27 novembre 2012

FILM AL CINEMA - "La sposa promessa" ("Fill the Void") di Rama Bursthein

Al suo esordio cinematografico, Rama Bursthein realizza un film formalmente raffinato e capace di toccare temi importanti con sensibilità e delicatezza, rinunciando alle valutazioni concettuali in favore di un’osservazione attenta e che ha il pregio di rimanere aperta.
A farsi notare è innanzitutto la particolare cifra stilistica dell’opera, che, attraverso una messinscena estremamente ricercata, giunge ad un risultato di spiccata essenzialità ed immediatezza. Considerevole il lavoro sulle immagini, pervase spesso da una luminosità diffusa, un chiarore diafano che conferisce evidenza a personaggi e ambienti. Le soluzioni di regia sono calibrate con un’accuratezza metodica, dalla scelta di diversificate angolazioni di ripresa all’andamento che alterna l’uso della profondità di campo (alcuni dei momenti topici non si svolgono in primo piano, mentre la macchina da presa rimane fissa a mostrarci gli eventi da lontano) all’insistenza sui piani ravvicinati (in modo da delineare uno spazio filmico che porta lo spettatore fino ai limiti del claustrofobico). La durata media delle inquadrature è abbastanza lunga e gli stessi dialoghi vengono scanditi con lentezza dagli attori: tutto ciò crea un clima di sospensione che non diventa mai pesante grazie all’intensità che le singole scene riescono a trasmettere (basta pensare ad alcuni momenti di dialogo tra i due protagonisti, densi di una carica erotica tanto più intensa proprio in quanto espressa sottotraccia).
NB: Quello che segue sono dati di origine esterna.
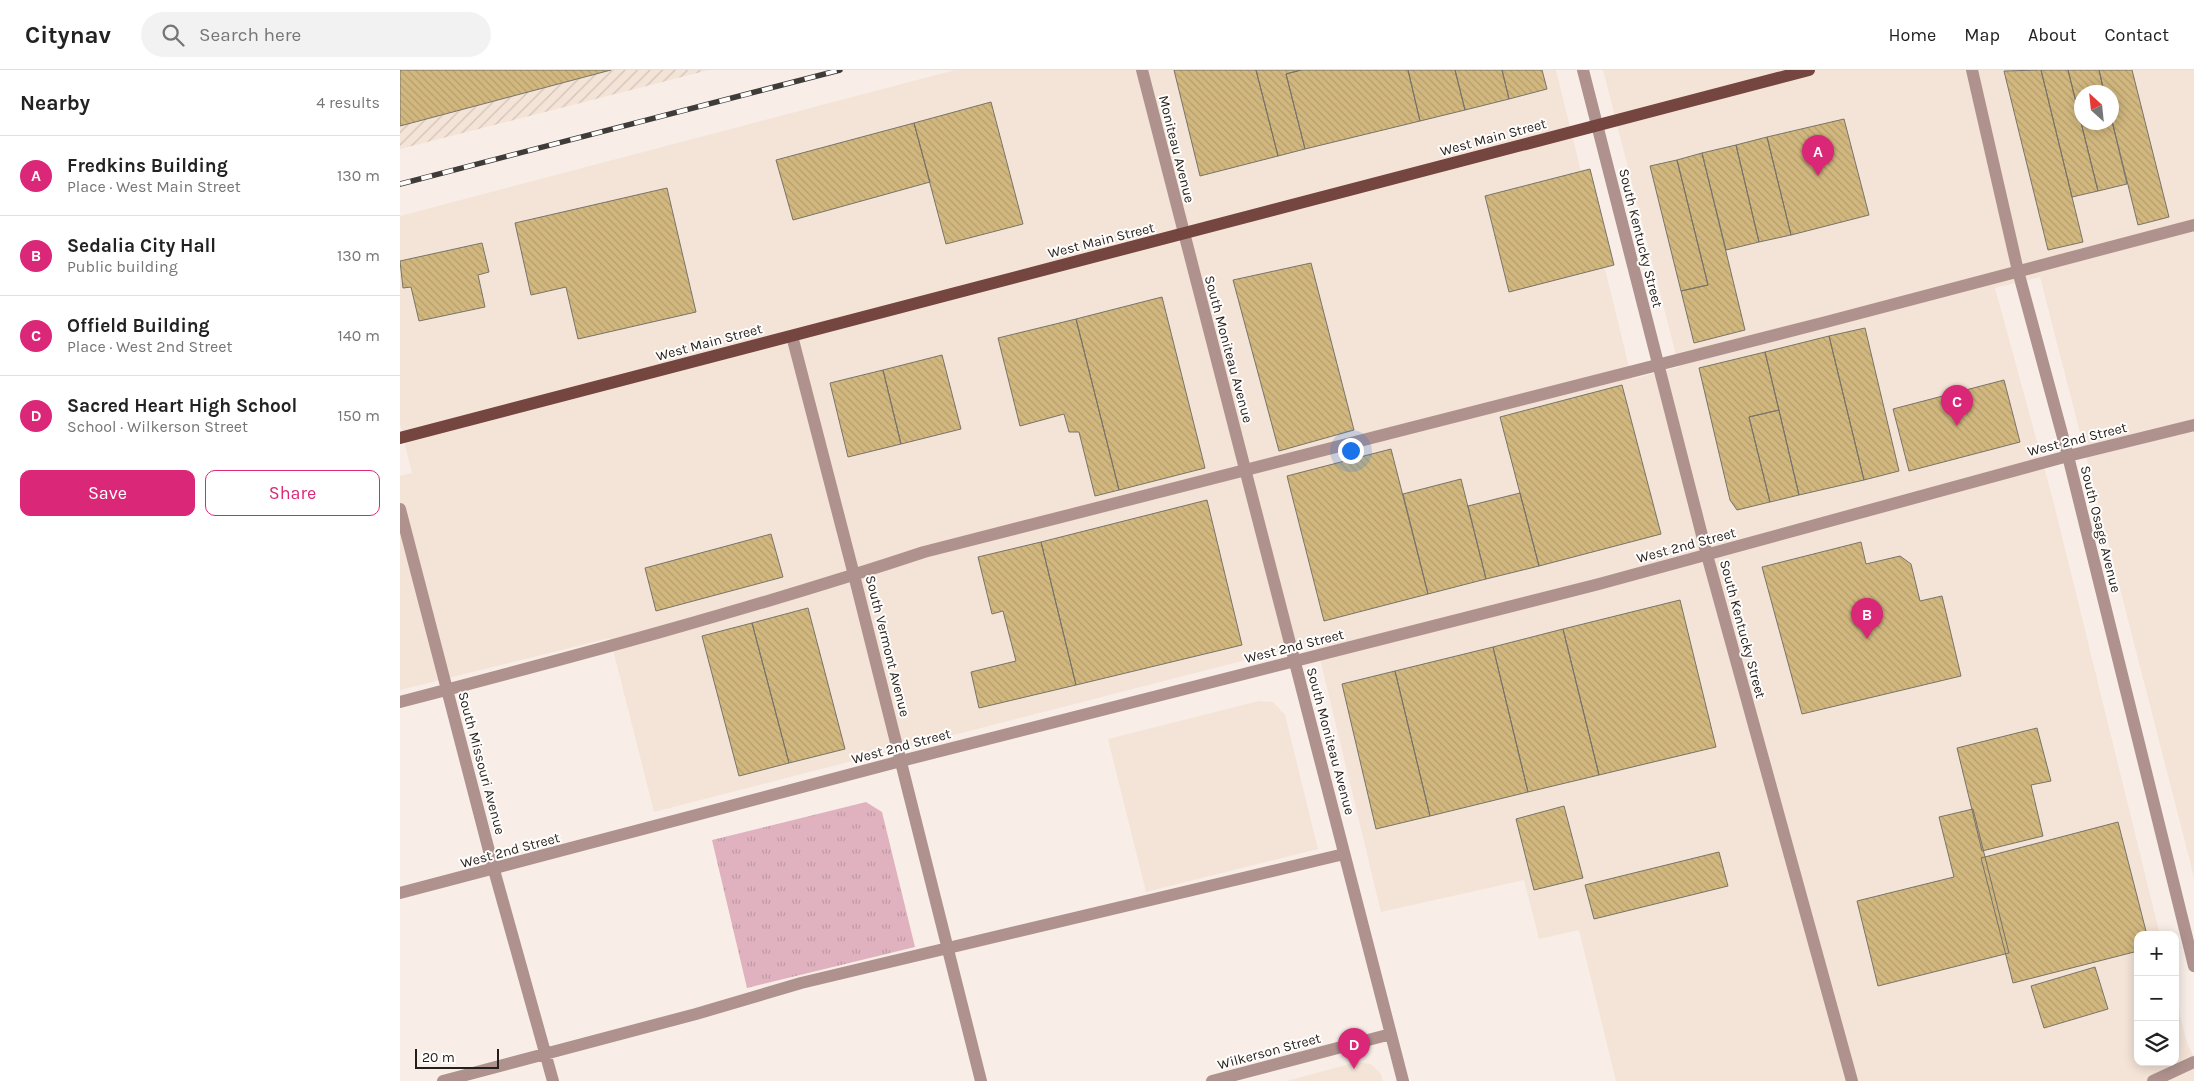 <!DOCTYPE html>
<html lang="en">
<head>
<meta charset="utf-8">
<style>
	:root { --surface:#fff; --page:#f2f2f2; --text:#222; --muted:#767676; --line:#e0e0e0; --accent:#db2777 }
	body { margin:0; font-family:Karla,sans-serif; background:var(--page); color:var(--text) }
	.controls { position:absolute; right:15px; bottom:15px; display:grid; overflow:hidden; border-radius:10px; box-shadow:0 2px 12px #0003 }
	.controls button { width:45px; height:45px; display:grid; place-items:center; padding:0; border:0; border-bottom:1px solid var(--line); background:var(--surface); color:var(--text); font:25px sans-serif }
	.compass { position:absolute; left:1674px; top:15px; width:45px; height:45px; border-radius:50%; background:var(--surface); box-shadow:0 2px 12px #0003; rotate:333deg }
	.scale { position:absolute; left:15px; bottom:12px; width:84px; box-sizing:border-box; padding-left:5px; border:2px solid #231f1d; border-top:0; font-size:14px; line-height:18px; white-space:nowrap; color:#231f1d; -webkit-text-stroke:4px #fffdfb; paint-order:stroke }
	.you { position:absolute; left:950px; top:380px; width:18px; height:18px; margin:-12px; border:4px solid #fff; border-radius:50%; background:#1a73e8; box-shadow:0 0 0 8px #1a73e833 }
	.badge { display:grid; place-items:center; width:32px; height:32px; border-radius:50%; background:var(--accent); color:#fff; font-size:16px; font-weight:700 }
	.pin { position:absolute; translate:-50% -41px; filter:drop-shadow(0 1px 2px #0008) }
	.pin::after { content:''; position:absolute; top:26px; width:18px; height:15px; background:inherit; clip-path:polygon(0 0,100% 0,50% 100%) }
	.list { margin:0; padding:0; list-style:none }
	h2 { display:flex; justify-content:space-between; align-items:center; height:65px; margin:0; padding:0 20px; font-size:21px }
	h2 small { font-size:16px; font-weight:400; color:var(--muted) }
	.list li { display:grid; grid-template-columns:32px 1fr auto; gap:15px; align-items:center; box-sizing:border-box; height:80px; padding:0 20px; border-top:1px solid var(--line) }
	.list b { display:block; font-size:19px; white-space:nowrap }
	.list p { margin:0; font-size:16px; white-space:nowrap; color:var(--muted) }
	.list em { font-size:16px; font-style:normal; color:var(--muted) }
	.actions { display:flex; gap:10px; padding:15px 20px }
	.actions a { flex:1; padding:11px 0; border:1px solid var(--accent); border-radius:10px; text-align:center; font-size:18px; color:var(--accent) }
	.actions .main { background:var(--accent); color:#fff }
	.icon { flex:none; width:28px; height:28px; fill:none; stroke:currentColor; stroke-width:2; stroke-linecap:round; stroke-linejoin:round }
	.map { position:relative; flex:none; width:1794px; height:1011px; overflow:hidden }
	header { display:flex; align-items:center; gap:30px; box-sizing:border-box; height:70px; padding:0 25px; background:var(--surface); border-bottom:1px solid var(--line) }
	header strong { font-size:24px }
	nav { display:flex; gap:28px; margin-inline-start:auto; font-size:18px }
	.search { width:350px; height:45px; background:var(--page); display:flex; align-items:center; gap:12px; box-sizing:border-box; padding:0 18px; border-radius:28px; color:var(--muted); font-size:19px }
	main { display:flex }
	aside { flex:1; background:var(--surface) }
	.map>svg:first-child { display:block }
</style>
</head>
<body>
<header>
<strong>Citynav</strong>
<div class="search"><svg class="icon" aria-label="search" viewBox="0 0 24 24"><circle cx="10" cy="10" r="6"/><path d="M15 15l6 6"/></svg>Search here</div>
<nav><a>Home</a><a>Map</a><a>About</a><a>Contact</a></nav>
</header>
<main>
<aside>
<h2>Nearby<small>4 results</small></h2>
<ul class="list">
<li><span class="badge">A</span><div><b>Fredkins Building</b><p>Place · West Main Street</p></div><em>130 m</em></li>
<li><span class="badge">B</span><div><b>Sedalia City Hall</b><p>Public building</p></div><em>130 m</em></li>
<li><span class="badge">C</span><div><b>Offield Building</b><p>Place · West 2nd Street</p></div><em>140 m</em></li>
<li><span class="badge">D</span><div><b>Sacred Heart High School</b><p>School · Wilkerson Street</p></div><em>150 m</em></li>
</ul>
<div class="actions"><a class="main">Save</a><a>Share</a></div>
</aside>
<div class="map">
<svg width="1794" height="1011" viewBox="0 0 1794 1011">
	<defs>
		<pattern id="industrial-furrows" width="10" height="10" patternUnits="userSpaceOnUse" patternTransform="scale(1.25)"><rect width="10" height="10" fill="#f4e3d7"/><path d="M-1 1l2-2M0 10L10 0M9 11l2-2" fill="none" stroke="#d1c2b8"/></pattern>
		<pattern id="grass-tufts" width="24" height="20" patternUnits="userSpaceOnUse" patternTransform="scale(1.25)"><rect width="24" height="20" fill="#e0b2c0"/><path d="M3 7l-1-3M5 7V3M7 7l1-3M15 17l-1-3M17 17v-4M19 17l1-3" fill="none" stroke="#c099a5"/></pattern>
		<pattern id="building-back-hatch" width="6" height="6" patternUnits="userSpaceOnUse" patternTransform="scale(1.25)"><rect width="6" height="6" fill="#d2b87f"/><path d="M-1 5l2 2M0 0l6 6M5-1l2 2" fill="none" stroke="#b49e6d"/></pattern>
	</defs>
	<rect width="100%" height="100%" fill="#f8eee7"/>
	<path fill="#f4e3d7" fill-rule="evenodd" d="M555,0H1156L1232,309L1279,297L1203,0H1794V807L1640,207L1595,218L1653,430L1760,865H1738V992H1775V924L1787,973L1794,987V1011H1216L1179,860L1139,869L1124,810L981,842L916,572L254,742L210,568L0,620V406L12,403L0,354V146ZM1682,22H1712V52H1682Z
		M859,631L873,632L885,645L918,779L746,822L708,669Z
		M957,992L971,994L981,1004L983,1011H887Z"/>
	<path fill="url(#industrial-furrows)" d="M0,0H309L0,79Z"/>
	<path fill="url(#grass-tufts)" d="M466,732L482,742L515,877L347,918L312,770Z"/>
	<path fill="url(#building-back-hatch)" stroke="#78746a" d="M0,0H211L0,56Z
		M774,0H856L878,86L800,106Z
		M856,0H901L886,4L905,79L878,86Z
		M901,0H1008L1020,51L905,79L886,4Z
		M1008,0H1055L1065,40L1020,51Z
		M1055,0H1102L1109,29L1065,40Z
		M1102,0H1142L1147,19L1109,29Z
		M1641,0L1683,172L1648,180L1604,1Z
		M1641,0H1668L1698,121L1672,127Z
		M1668,0H1699L1704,22H1682V52L1712,51L1727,114L1698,121Z
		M1699,0H1732L1769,147L1738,155L1712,51V22H1704Z
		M591,32L623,154L546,174L514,53Z
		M1444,49L1469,145L1391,165L1367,67Z
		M514,53L530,112L393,150L376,90Z
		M1367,67L1391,165L1359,172L1336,75Z
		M1336,75L1359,172L1326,180L1302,83Z
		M1302,83L1345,260L1294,273L1281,221L1308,215L1277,90Z
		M1277,90L1308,215L1281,221L1250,96Z
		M1190,99L1214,195L1109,222L1085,126Z
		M267,118L296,242L178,269L166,217L131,225L115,153Z
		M82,173L89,202L78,205L85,237L19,251L11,217L3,218L0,191Z
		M911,193L954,360L879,381L833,210Z
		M762,227L805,398L719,420L676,249Z
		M676,249L719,420L695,426L679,362H669L664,344L620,356L598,268Z
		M1465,258L1499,401L1464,410L1429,266Z
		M1429,266L1464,410L1399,425L1365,282Z
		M1365,282L1379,340L1349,347L1370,432L1337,440L1330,430L1299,298Z
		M542,285L561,359L501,374L483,300Z
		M483,300L501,374L448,387L430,313Z
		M1604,310L1620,372L1509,401L1493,339Z
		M1222,315L1261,464L1139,496L1100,347Z
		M1379,340L1399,425L1370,432L1349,347Z
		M991,379L1028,524L924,551L887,406Z
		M1061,409L1086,509L1028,524L1003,424Z
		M1120,423L1139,496L1086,509L1068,436Z
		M807,430L842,575L676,615L641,472Z
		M371,464L383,507L256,541L245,498Z
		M641,472L676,615L579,638L571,602L616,591L603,541L592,544L578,487Z
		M1461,472L1466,494L1500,486L1511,494L1520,531L1542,526L1561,606L1402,644L1362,497Z
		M1280,530L1316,677L1199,705L1163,559Z
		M408,538L445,679L389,693L352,553Z
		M352,553L389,693L339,706L302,566Z
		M1163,559L1199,705L1128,722L1093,577Z
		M1093,577L1128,722L1030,746L995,601Z
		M995,601L1030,746L976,759L942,614Z
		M1637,658L1651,711L1631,715L1643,766L1582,781L1557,678Z
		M1164,736L1183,808L1134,820L1116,749Z
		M1573,739L1609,883L1478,916L1457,831L1554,807L1539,747Z
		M1718,752L1747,865H1738V881L1613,913L1581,788Z
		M1319,782L1328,816L1194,849L1185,815Z
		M1695,897L1708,939L1644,958L1631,916Z"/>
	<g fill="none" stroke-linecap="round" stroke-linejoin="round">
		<path stroke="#af928e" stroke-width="12" d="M742,0L1003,1011
			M1183,0L1307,485L1452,1011
			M1572,0L1618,201L1668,386L1794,896
			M392,266L454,505L581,1011
			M0,439L94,800L153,1011
			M0,632C176,586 352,539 524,482L1426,252L1794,155
			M0,823L501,691L1199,514L1668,386L1794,355
			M43,1011L296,944L401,913L944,784
			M812,1011L991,964
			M1753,1011L1794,992"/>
		<path stroke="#75453f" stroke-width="12" d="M0,368L1409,0"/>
		<g stroke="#3f3b38" stroke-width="5.5">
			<path id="rail" d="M0,114L440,0"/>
		</g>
		<use href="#rail" stroke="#fffdfb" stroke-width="4" stroke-dasharray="11" stroke-linecap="butt"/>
	</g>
	<g text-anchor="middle" stroke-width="4" stroke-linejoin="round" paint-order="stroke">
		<g font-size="14" fill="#231f1d" stroke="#fffdfb">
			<text transform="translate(1093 67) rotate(-15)" y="5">West Main Street</text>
			<text transform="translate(777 79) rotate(76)" y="5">Moniteau Avenue</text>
			<text transform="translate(1241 168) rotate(76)" y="5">South Kentucky Street</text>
			<text transform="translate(701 170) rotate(-14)" y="5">West Main Street</text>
			<text transform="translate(309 272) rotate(-15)" y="5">West Main Street</text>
			<text transform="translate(829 279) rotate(75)" y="5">South Moniteau Avenue</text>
			<text transform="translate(1677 369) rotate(-14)" y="5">West 2nd Street</text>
			<text transform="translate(1701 459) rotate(76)" y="5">South Osage Avenue</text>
			<text transform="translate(1286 475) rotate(-15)" y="5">West 2nd Street</text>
			<text transform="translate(1343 559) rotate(75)" y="5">South Kentucky Street</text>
			<text transform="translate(488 576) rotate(76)" y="5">South Vermont Avenue</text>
			<text transform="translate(894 576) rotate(-14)" y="5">West 2nd Street</text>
			<text transform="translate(931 671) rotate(75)" y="5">South Moniteau Avenue</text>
			<text transform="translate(501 676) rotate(-15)" y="5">West 2nd Street</text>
			<text transform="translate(82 693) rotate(75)" y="5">South Missouri Avenue</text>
			<text transform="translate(110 780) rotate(-15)" y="5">West 2nd Street</text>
			<text transform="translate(869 981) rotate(-15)" y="5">Wilkerson Street</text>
		</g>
	</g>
</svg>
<div class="controls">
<button>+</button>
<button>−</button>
<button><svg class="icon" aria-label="layers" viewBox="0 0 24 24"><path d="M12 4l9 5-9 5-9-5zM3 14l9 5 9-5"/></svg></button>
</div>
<svg class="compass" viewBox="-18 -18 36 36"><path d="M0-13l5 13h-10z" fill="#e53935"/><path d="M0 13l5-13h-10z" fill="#767676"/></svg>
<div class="scale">20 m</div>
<div class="you"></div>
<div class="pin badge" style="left:1418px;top:106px">A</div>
<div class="pin badge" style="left:1467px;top:569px">B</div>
<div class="pin badge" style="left:1557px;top:356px">C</div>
<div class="pin badge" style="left:954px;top:999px">D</div>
</div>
</main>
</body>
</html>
E, nonostante il percorso narrativo nel complesso sia un po’ tortuoso, il film si fa seguire senza troppe difficoltà, anche grazie a qualche tocco di ironia o ad un inserto musicale che arrivano puntualmente a stemperare il pathos proprio nel momento in cui quest’ultimo giunge ad un culmine oltre il quale rischia di sovraccaricare lo spettatore.
La vicenda viene raccontata con partecipazione emotiva ma evitando giudizi morali. Certo, la Bursthein (autrice anche della sceneggiatura) fa parte della comunità chassidica ma non critica né propaganda quello stile di vita: cerca di limitarsi a rappresentarlo, concentrandosi sul vissuto umano dei suoi protagonisti. Un vissuto non facile, raccontato in tutto il suo portato di sofferenza. La storia prende le mosse dalla morte per parto di una donna, che lascia il marito ed il figlio appena nato. La fede religiosa è un dato acquisito ma non sempre bastevole a lenire il dolore lancinante fino ai limiti della paura di non farcela. Vengono mostrati i rituali come i momenti di aggregazione di quel mondo e si percepisce inequivocabilmente il senso di sostegno che proviene sia dalla comunità che dalle figure di riferimento. Viceversa, il contesto sociale condiziona sì le scelte individuali ma non risulta soverchiante. La protagonista, per quanto indirizzata esplicitamente ed insistentemente dalla madre, non viene mai costretta alle nozze con l’ex cognato. Spesso sembra essere attratta da quest’ultimo ma quasi non volerlo/poterlo ammettere (magari tantomeno quando la comunità attorno a lei si mostra incline non solo a legittimare ma ad incoraggiare quell’unione). Al contempo sembra dilaniata tra le aspirazioni ideali (pur sempre provenienti dal contesto sociale) ad un matrimonio con un coetaneo (comunque combinato dalle famiglie) e la realtà delle nozze con un uomo più grande di lei (ma ancor giovane ed attraente) che possa salvare anche gli equilibri familiari.
Quella che il film solleva è una riflessione universale sulla libertà e l’amore, senza proporre facili soluzioni ma lasciandoci dei quesiti che risuonano dentro al termine della visione. Gran parte degli spettatori occidentali contemporanei osserverà probabilmente i dilemmi dei protagonisti come appartenenti ad un contesto per lo più estraneo. Ma tutti facciamo comunque parte di un ambiente e ne rispettiamo le regole, anche quando non ce ne rendiamo conto. Quanto siamo effettivamente liberi di scegliere indipendentemente dal condizionamento socio-familiare pur non appartenendo ad una comunità tradizionale e magari chiusa a certi aspetti della (post)modernità?